Dataset excerpts:

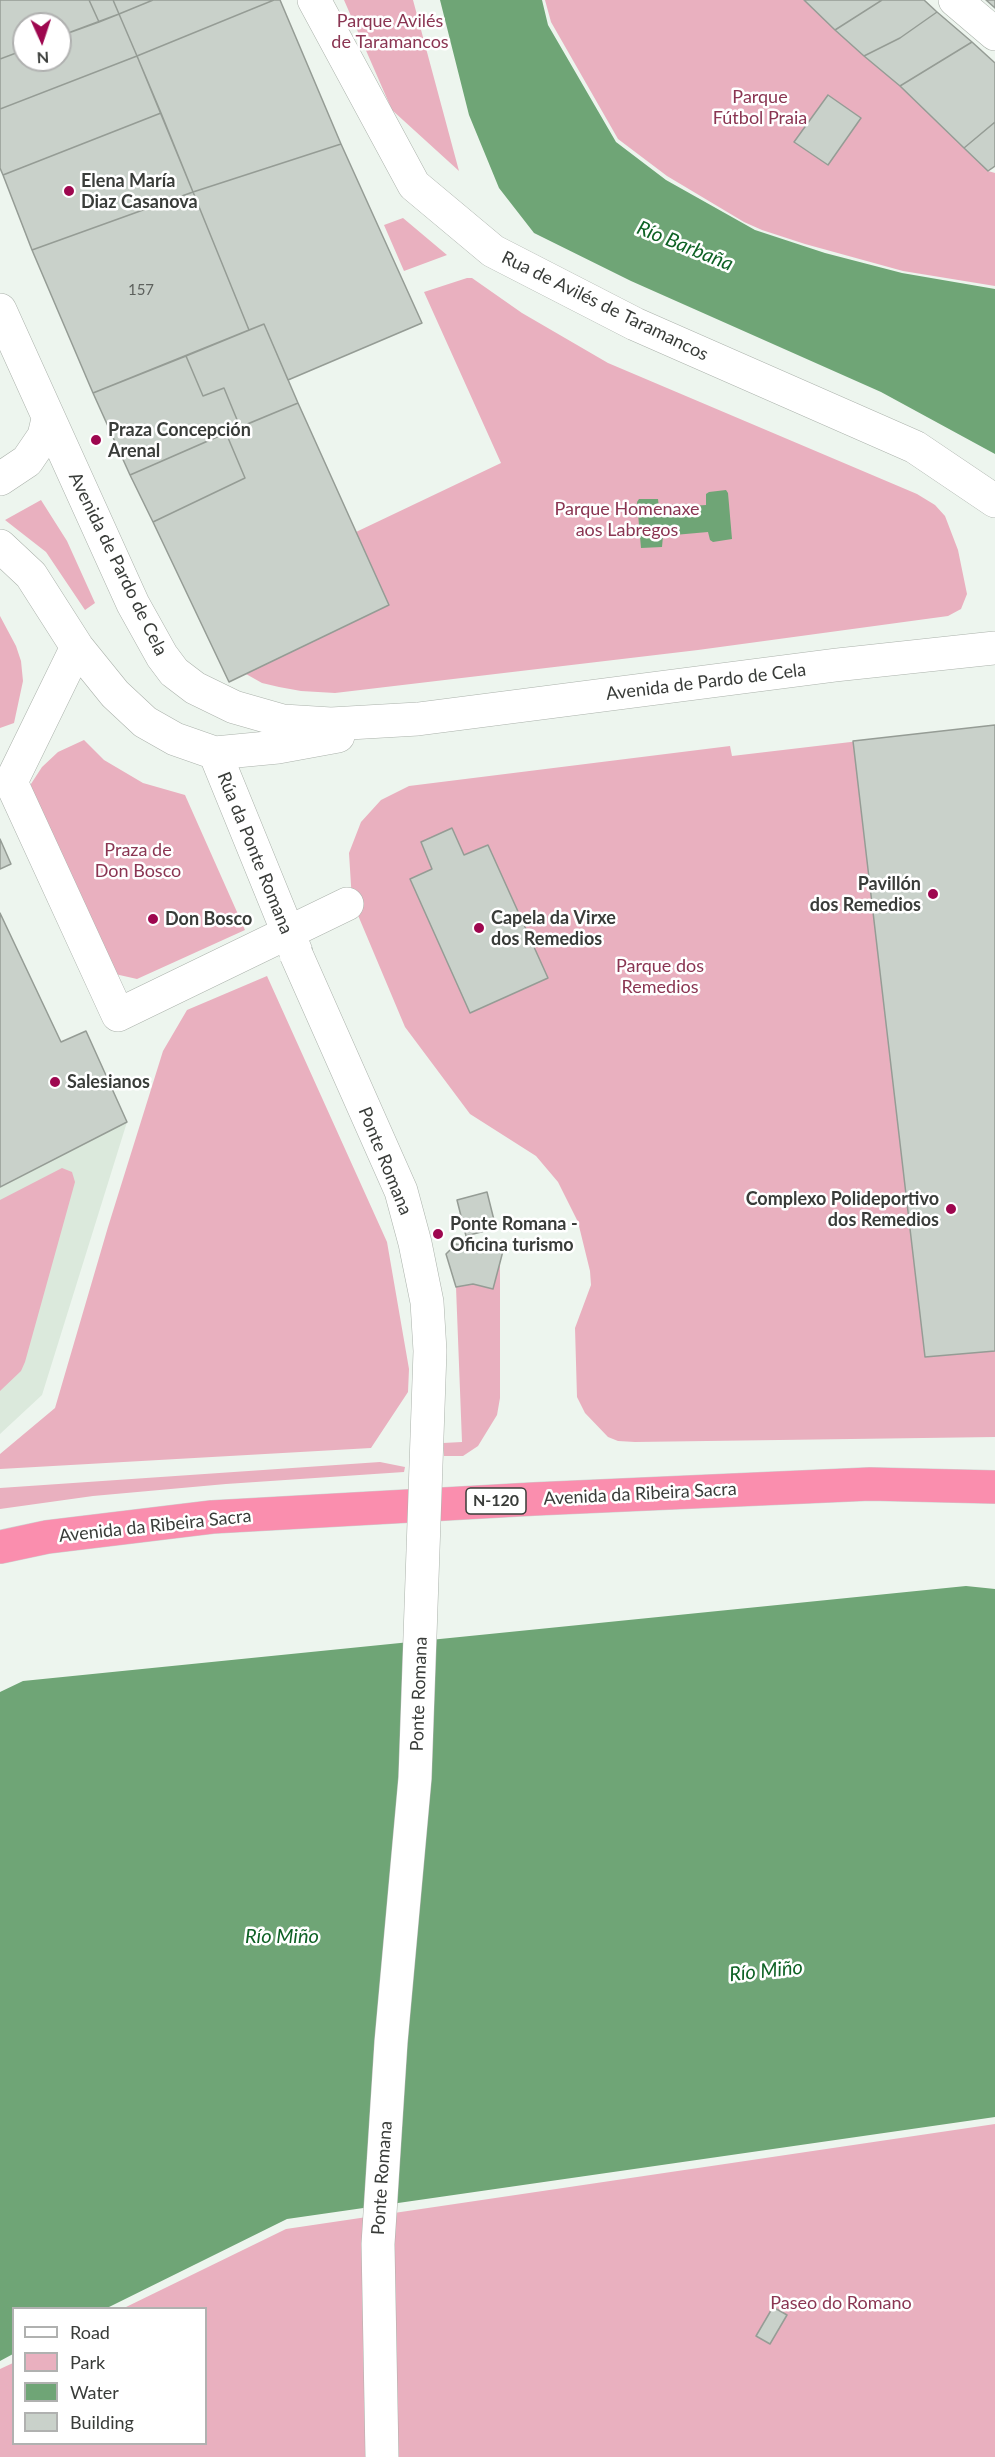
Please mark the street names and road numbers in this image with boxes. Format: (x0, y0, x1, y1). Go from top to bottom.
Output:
street label: Rua de Avilés de Taramancos (498, 246, 712, 366)
street label: Avenida de Pardo de Cela (64, 469, 172, 659)
street label: Avenida de Pardo de Cela (605, 659, 807, 705)
street label: Rúa da Ponte Romana (213, 769, 297, 937)
street label: Ponte Romana (354, 1104, 416, 1218)
street label: Avenida da Ribeira Sacra (543, 1478, 737, 1510)
road number: N-120 (466, 1488, 526, 1514)
street label: Avenida da Ribeira Sacra (58, 1505, 252, 1547)
street label: Ponte Romana (406, 1636, 432, 1752)
street label: Ponte Romana (367, 2120, 397, 2236)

### EXERCISE DESCRIPTION
Once the pictures are set aside, output all of the data above verbatim.

### THE ANSWER
Please mark the street names and road numbers in this image with boxes. Format: (x0, y0, x1, y1). Go from top to bottom.
Output:
street label: Rua de Avilés de Taramancos (498, 246, 712, 366)
street label: Avenida de Pardo de Cela (64, 469, 172, 659)
street label: Avenida de Pardo de Cela (605, 659, 807, 705)
street label: Rúa da Ponte Romana (213, 769, 297, 937)
street label: Ponte Romana (354, 1104, 416, 1218)
street label: Avenida da Ribeira Sacra (543, 1478, 737, 1510)
road number: N-120 (466, 1488, 526, 1514)
street label: Avenida da Ribeira Sacra (58, 1505, 252, 1547)
street label: Ponte Romana (406, 1636, 432, 1752)
street label: Ponte Romana (367, 2120, 397, 2236)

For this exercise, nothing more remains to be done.